Glad to hear from you back again!

First and foremost congratulations to your evermore broadened and further deepened work around the globe in addition to your continued writings on a number of global issues.

Regarding the Korea issue in general, the DPRK (aka, North Korea) in particular, I do deeply appreciate your concerns and the specific question you raised in your reply letter.

First it seems many of my progressive intellectual friends around the world, at times, particularly on the “North Korea” issue, seem to have NOT been “completely free from” the Nonstop (for over 60 years and on a global scale) Demonization Campaign as part of the US’s Propaganda War against that most isolated but probably the most staunch (and “could-be most strongest”) anti-imperialist and socialist nation on earth, in my opinion with, of course, conviction.

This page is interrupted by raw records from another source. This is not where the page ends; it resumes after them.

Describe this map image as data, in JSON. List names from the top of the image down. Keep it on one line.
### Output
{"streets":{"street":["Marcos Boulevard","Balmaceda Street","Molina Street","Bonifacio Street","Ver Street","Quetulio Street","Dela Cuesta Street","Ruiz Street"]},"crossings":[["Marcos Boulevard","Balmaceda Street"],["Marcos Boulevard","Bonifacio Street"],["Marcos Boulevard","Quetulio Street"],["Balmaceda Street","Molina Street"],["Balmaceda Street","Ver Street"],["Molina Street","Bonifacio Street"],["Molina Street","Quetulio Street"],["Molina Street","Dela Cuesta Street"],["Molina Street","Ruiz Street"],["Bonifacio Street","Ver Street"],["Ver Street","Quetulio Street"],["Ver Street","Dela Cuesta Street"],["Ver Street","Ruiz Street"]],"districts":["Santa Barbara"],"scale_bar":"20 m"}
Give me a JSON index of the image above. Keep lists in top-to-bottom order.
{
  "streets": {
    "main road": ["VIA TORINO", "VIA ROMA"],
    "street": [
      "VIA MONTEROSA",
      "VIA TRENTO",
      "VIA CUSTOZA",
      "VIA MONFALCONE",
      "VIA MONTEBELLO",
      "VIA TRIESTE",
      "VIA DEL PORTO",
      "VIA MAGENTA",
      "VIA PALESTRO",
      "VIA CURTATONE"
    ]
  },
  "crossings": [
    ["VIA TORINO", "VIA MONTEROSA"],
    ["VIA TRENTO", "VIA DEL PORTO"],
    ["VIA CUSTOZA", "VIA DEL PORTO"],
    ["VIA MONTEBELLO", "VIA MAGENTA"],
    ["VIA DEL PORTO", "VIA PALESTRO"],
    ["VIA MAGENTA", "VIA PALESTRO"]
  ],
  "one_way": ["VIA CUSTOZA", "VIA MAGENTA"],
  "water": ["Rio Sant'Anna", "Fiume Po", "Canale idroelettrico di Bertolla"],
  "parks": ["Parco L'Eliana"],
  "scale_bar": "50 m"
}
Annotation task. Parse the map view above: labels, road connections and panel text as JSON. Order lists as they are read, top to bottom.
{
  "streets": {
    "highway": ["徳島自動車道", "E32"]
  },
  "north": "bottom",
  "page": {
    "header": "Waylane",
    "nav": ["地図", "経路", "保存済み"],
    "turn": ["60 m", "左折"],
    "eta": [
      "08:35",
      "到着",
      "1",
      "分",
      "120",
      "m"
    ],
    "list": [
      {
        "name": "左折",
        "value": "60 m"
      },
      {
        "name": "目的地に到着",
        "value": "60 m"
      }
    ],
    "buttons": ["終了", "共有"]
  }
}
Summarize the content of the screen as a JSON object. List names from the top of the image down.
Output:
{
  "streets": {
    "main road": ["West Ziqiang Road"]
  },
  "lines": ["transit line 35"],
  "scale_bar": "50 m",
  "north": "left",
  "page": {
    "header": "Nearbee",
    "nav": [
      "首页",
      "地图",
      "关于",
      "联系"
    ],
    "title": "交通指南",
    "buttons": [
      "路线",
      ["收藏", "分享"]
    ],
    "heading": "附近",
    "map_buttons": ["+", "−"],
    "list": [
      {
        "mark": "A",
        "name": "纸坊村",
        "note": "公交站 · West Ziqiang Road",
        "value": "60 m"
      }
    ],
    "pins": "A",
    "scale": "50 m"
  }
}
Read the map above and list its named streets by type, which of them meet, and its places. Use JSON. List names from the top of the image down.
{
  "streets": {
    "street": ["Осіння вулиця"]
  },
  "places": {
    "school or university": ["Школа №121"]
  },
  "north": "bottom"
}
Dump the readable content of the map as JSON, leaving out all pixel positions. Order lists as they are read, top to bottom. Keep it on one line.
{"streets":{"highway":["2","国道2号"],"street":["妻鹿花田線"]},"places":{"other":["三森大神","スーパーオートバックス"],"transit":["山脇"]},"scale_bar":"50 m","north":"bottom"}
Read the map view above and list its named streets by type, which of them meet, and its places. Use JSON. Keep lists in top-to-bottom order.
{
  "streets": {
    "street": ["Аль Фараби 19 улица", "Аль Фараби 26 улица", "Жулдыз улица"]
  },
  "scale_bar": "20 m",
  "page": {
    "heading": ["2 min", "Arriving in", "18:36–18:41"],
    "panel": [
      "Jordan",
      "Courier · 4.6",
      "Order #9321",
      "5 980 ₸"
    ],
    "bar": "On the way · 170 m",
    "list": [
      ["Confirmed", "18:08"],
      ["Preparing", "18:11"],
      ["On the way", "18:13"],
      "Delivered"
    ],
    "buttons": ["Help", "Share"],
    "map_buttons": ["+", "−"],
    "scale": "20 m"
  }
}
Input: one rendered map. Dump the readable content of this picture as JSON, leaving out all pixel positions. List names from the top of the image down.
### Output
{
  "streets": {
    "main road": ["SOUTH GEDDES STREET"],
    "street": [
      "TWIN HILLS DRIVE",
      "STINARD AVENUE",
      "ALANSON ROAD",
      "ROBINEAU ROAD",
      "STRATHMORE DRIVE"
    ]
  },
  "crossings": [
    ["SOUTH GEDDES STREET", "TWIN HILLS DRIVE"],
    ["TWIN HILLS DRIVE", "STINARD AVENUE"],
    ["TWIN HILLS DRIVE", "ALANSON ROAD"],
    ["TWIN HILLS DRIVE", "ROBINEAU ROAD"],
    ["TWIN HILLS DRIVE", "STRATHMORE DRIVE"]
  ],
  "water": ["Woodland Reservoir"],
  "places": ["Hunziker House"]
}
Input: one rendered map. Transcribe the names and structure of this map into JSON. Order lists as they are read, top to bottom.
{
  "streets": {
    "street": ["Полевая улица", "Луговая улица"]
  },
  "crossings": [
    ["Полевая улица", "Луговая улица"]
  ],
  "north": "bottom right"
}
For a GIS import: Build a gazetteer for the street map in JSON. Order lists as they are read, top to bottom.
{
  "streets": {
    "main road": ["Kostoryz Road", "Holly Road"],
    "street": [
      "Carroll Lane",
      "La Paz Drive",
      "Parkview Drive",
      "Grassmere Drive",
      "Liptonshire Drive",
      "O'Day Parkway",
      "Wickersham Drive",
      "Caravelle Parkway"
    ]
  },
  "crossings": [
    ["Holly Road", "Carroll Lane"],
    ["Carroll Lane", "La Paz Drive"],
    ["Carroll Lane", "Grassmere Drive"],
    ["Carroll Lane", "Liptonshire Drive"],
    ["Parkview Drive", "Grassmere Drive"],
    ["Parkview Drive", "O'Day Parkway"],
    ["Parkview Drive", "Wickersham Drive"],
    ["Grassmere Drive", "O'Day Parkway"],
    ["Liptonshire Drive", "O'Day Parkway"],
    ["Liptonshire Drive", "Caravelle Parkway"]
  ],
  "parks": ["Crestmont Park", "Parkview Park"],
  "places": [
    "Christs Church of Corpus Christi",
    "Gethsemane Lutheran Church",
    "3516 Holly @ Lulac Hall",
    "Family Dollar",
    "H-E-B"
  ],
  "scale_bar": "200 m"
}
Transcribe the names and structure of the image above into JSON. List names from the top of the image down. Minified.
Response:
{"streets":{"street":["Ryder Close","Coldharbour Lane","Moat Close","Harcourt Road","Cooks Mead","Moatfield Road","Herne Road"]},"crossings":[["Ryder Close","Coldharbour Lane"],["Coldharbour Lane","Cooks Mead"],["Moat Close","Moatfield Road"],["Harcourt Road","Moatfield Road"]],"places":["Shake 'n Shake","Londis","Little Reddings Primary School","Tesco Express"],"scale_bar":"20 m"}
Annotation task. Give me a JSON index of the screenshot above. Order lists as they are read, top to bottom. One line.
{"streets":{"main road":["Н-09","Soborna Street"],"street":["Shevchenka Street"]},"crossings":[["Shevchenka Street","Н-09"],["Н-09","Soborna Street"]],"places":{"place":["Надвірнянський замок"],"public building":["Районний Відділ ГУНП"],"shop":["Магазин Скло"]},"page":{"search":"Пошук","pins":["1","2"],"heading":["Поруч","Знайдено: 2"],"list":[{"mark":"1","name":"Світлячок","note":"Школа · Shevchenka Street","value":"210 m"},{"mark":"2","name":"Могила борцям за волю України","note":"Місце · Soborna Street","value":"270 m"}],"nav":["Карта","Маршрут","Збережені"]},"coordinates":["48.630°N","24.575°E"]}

Please forgive me and allow me of this sort of simplistic characterization of some of my non-Korean intellectual friends’ way of seeing the DPRK.

However, due to the unimaginably cunning, deceptive and distorting degree of demonization campaign against DPRK, the US’s “could-be the most difficult” enemy for over 60 years, many of my friends seem often make, seemingly due to mostly lack of correct and objective information, misjudgment and/or inappropriate analyses on the issue of DPRK unintentionally.

Second, the new leader Kim Jong Un “didn’t have any “personal” problems with his uncle who’d been considered by outside readers of “North Korea” as one of his most close “old guards” or “political patronage.”

Kim, however, like his father, seems to have had very serious “legal, financial, political and even moral” problems with his uncle whose political, legal and financial problems had been known to that society for a long time.

 

 

Jang, as the only son-in-low to the DPRK founder, the almost godlike and the most revered leader late President Kim Il Sung and the only brother-in-low to former supreme leader Kim Jong Il the other greatly revered and loved leader by his people and many around the world even after his death, had wielded, in abusive manners and ways, over excessive political power throughout his adult life as almost, in a way, a “non-touchable guy.”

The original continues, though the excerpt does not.